Hello, community! I wonder how plagiarism detectors are coded? I think CodeForces only checks for exactly same codes. Maybe it's time for community to help our admins to implement a good and reliable plagiarism detector. Actually, I have some ideas!
First of all, following idea does not work for problems with very little amount of code like Div2A or Div2B problems (even some harder ones).
The actual point is saving the order of main operations written in the code. By using the word main, I mean we need to ignore lines such as declaring variables or libraries.
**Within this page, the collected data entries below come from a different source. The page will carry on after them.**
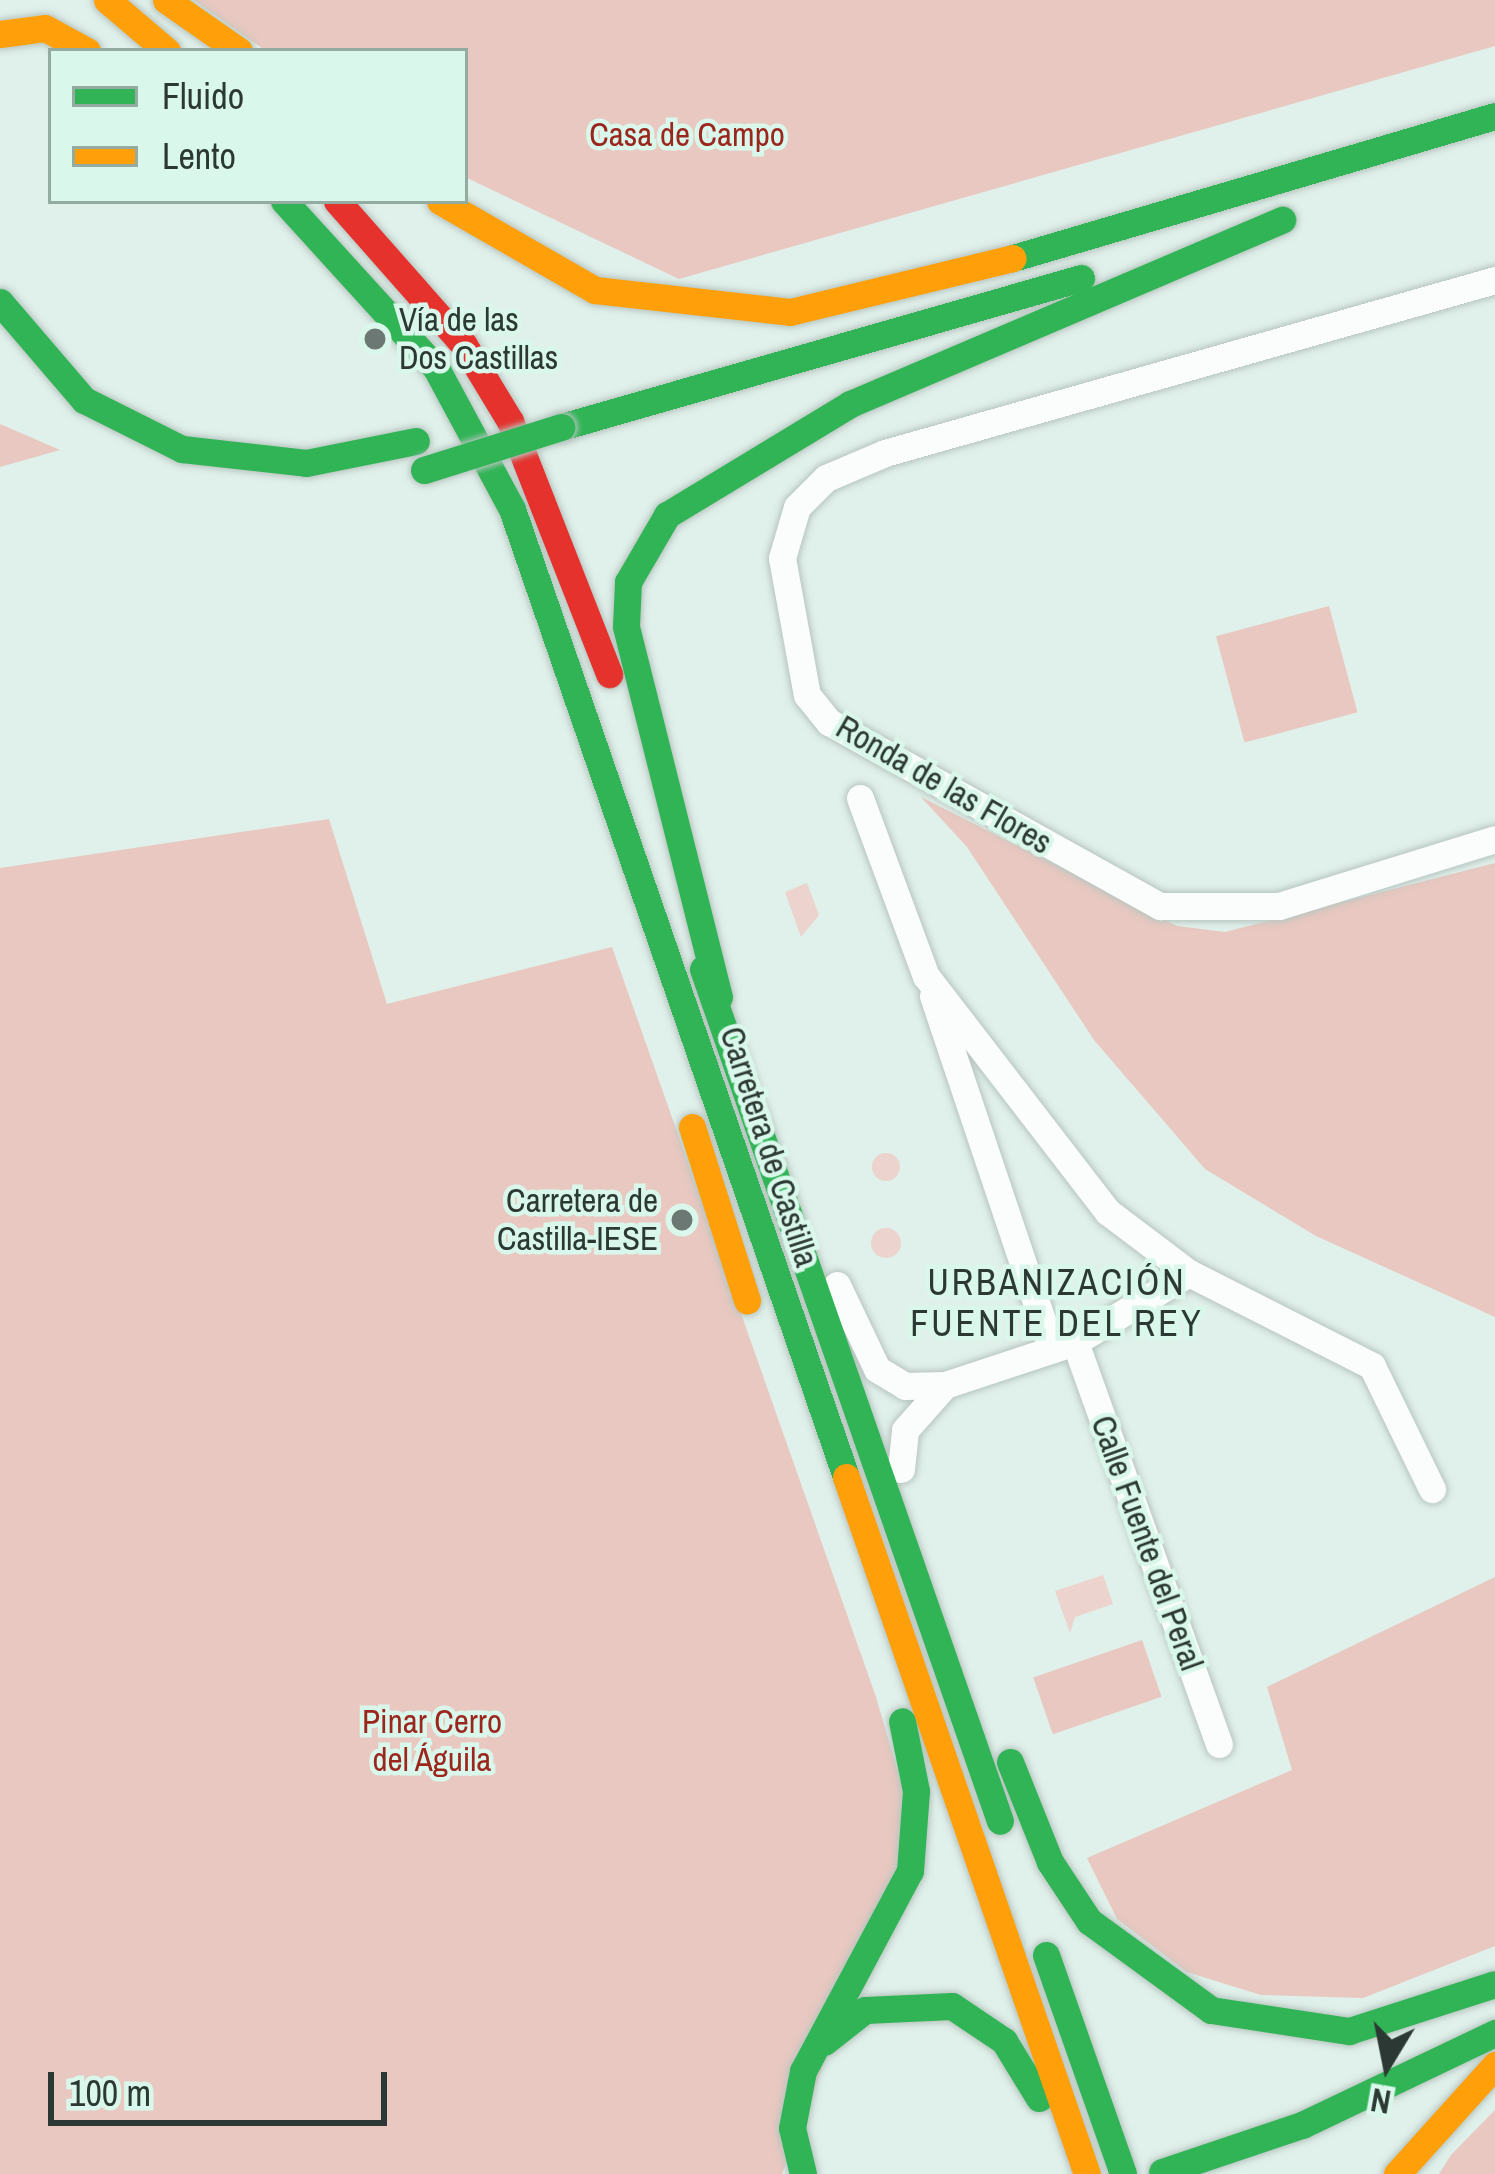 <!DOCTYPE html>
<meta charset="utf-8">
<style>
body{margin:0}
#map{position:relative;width:1495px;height:2174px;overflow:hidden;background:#e0f0ea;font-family:"Archivo Narrow",sans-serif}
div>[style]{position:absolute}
.green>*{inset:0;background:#e8c8c0;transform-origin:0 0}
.water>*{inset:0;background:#ecd3cd}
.round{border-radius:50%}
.roads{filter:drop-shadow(0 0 3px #b8c5c0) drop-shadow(0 0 3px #b8c5c0)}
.street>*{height:27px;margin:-13.5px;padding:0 13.5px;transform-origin:13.5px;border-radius:13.5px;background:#fafdfc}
.fast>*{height:27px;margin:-13.5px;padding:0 13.5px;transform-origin:13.5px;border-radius:13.5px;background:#30b455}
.slow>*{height:27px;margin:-13.5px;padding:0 13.5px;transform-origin:13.5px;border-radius:13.5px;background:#ff9f0a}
.jam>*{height:27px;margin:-13.5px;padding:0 13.5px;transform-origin:13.5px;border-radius:13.5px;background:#e5322d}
.bridges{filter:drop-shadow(0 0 3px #b8c5c0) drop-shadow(0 0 3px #b8c5c0)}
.fast-bridge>*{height:27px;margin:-13.5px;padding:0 13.5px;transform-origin:13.5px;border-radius:13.5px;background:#30b455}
.dots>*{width:33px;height:33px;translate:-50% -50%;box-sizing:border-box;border:6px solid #d9f7eb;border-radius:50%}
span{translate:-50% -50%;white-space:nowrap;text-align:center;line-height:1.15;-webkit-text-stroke:9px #d9f7eb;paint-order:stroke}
.park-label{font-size:33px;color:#9b261d}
.poi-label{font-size:33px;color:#2c3833}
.left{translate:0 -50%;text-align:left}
.right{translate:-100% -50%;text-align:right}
.street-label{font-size:33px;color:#2c3833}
.neighbourhood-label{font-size:36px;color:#2c3833;letter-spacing:3px}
.legend{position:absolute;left:48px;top:48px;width:420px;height:156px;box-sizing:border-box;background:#d9f7eb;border:3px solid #94aba1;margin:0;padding:15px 21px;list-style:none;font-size:36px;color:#2c3833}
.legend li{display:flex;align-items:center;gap:24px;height:60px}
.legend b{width:60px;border:3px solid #94aba1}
.north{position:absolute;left:1327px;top:2006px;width:120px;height:120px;-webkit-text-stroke:9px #d9f7eb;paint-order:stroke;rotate:190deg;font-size:33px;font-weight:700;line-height:48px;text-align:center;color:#2c3833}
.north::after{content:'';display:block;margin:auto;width:42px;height:54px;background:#2c3833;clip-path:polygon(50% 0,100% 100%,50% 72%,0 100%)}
.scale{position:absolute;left:48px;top:2072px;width:339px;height:54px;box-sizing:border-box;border:6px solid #2c3833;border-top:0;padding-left:15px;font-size:36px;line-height:42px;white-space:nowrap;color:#2c3833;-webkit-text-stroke:9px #d9f7eb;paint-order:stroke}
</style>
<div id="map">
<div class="green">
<i style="clip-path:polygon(194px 0,1495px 0,1495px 46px,679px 279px,465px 177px,465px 51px,266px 51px)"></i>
<i style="clip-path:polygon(0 424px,60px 450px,0 467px)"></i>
<i style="left:1329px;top:606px;width:110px;height:117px;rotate:75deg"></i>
<i style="clip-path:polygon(921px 797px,1177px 926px,1225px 932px,1495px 863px,1495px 1317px,1316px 1236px,1205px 1169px,1094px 1040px,967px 847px)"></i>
<i style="clip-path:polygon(329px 819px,387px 1004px,612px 947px,876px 1697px,904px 1793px,903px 1854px,782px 2174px,0 2174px,0 868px)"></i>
<i style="clip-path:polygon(1495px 1577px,1495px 1946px,1363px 1998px,1261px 1995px,1187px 1972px,1117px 1919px,1087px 1858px,1292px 1770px,1267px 1687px)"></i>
<i style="left:1142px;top:1640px;width:60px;height:115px;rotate:71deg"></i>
<i style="clip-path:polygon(1495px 2110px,1495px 2174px,1439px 2174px,1451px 2155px)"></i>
</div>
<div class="water">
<i style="clip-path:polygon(807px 883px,819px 915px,801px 937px,785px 892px)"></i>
<i class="round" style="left:872px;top:1153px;width:28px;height:28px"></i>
<i class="round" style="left:871px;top:1228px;width:30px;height:30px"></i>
<i style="clip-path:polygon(1103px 1575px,1113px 1604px,1075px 1617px,1070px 1633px,1055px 1591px)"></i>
</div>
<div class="roads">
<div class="street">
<i style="left:1495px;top:280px;width:634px;rotate:164.17deg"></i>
<i style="left:885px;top:453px;width:64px;rotate:157deg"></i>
<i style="left:826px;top:478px;width:41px;rotate:135deg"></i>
<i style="left:797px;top:507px;width:53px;rotate:106.4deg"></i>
<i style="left:782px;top:558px;width:139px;rotate:79.7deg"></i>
<i style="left:807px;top:695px;width:35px;rotate:51deg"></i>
<i style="left:829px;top:722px;width:379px;rotate:29.1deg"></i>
<i style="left:1160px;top:906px;width:119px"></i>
<i style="left:1279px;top:906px;width:226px;rotate:-17.2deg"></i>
<i style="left:860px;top:798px;width:190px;rotate:69.7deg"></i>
<i style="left:926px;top:976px;width:298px;rotate:52.4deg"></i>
<i style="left:1108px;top:1212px;width:101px;rotate:37deg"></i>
<i style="left:1189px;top:1273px;width:205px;rotate:26.9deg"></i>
<i style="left:1372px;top:1366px;width:137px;rotate:64deg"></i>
<i style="left:933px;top:996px;width:373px;rotate:71.4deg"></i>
<i style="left:837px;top:1285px;width:93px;rotate:64.5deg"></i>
<i style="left:877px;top:1369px;width:33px;rotate:31deg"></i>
<i style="left:905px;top:1386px;width:40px;rotate:-1.4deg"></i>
<i style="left:945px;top:1385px;width:137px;rotate:-18.3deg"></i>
<i style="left:1075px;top:1342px;width:133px;rotate:-31.2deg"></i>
<i style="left:1075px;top:1342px;width:427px;rotate:70.3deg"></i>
<i style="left:901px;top:1469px;width:39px;rotate:-84deg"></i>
<i style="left:905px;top:1430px;width:60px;rotate:-48.4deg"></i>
</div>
<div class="fast">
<i style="left:284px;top:201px;width:226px;rotate:47.7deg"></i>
<i style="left:436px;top:368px;width:160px;rotate:61.7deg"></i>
<i style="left:512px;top:509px;width:1024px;rotate:70.96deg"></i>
<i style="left:1013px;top:258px;width:502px;rotate:-16.42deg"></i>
<i style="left:0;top:302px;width:129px;rotate:49.4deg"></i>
<i style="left:84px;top:400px;width:110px;rotate:26.6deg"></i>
<i style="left:182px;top:449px;width:125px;rotate:6.4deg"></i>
<i style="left:306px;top:463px;width:112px;rotate:-11.3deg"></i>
<i style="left:561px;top:427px;width:541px;rotate:-15.99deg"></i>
<i style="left:703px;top:969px;width:902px;rotate:70.78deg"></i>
<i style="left:719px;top:997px;width:382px;rotate:-104.1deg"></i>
<i style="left:626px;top:626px;width:44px;rotate:-87.4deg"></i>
<i style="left:628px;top:582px;width:78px;rotate:-59.8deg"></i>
<i style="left:667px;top:515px;width:214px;rotate:-31.2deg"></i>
<i style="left:850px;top:404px;width:470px;rotate:-23.1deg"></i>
<i style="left:1010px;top:1762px;width:108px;rotate:68.2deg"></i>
<i style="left:1050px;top:1862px;width:71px;rotate:56.5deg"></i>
<i style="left:1089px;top:1921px;width:151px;rotate:36.1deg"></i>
<i style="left:1211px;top:2010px;width:140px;rotate:8.7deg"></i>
<i style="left:1349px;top:2031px;width:153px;rotate:-17.8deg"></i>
<i style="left:1046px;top:1955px;width:232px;rotate:70.6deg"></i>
<i style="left:824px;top:2042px;width:52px;rotate:-38deg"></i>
<i style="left:865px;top:2010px;width:87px;rotate:-2.6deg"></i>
<i style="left:952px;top:2006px;width:63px;rotate:33.9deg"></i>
<i style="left:1004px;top:2041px;width:67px;rotate:58.4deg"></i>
<i style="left:1162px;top:2172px;width:148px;rotate:-18.6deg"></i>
<i style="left:1302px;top:2125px;width:214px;rotate:-25.5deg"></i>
<i style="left:803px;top:2174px;width:47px;rotate:-103.4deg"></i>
<i style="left:792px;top:2128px;width:58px;rotate:-79.1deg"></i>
<i style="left:803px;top:2071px;width:227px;rotate:-61.9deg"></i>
<i style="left:910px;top:1871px;width:80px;rotate:-85.7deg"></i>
<i style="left:916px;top:1791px;width:71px;rotate:-101.3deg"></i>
</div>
<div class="slow">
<i style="left:107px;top:0;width:79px;rotate:40.4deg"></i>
<i style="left:166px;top:0;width:89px;rotate:34.9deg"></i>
<i style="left:0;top:34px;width:45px;rotate:-7.6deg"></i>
<i style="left:45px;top:28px;width:48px;rotate:28.7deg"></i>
<i style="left:440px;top:201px;width:179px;rotate:29.9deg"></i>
<i style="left:595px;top:290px;width:196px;rotate:6.4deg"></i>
<i style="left:790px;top:312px;width:229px;rotate:-13.6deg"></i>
<i style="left:692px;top:1127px;width:182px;rotate:72.4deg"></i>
<i style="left:846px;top:1477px;width:737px;rotate:70.93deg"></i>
<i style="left:1397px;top:2174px;width:147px;rotate:-48deg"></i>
</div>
<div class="jam">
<i style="left:337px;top:201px;width:192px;rotate:48.6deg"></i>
<i style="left:464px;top:345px;width:89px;rotate:58.8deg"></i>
<i style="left:510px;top:421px;width:272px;rotate:68.6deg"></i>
</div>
</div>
<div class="bridges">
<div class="fast-bridge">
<i style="left:424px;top:470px;width:144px;rotate:-17.4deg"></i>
</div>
</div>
<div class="dots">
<i style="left:375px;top:339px;background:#6b7873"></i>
<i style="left:682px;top:1220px;background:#6b7873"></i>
</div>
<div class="park-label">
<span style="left:687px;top:135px">Casa de Campo</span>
<span style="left:432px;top:1741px">Pinar Cerro<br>del Águila</span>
</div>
<div class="poi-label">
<span class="left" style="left:399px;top:339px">Vía de las<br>Dos Castillas</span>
<span class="right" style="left:658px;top:1220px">Carretera de<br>Castilla-IESE</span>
</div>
<div class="street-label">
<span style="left:944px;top:785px;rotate:30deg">Ronda de las Flores</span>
<span style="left:769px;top:1147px;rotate:72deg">Carretera de Castilla</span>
<span style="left:1147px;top:1543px;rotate:70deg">Calle Fuente del Peral</span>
</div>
<div class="neighbourhood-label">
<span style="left:1057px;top:1303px">URBANIZACIÓN<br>FUENTE DEL REY</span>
</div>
<ul class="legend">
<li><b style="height:15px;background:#30b455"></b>Fluido</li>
<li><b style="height:15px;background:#ff9f0a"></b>Lento</li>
</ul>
<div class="north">N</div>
<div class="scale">100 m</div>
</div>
For example, let's take a code from this post.
For this code, our script generates this list:
input
loop {
input
}
loop {
input
vector_pushback_operation
if {
equal_operation
}
}
loop {
if {
inc_operation
} else {
inc_operation
loop {
inc_operation
}
}
}
output
Of course, this is a just rough idea and it must be improved to make a good detector. But guess what! These simple and ridiculous lines are EXACTLY SAME for all codes in the link aforementioned. I have some other ideas to improve this, but first, of course, your opinions are important for us.
So, what do you think? What are your suggestions? Will admins use our help? =))
Where is the script?
Oh, sorry if my writing implies I wrote a script :))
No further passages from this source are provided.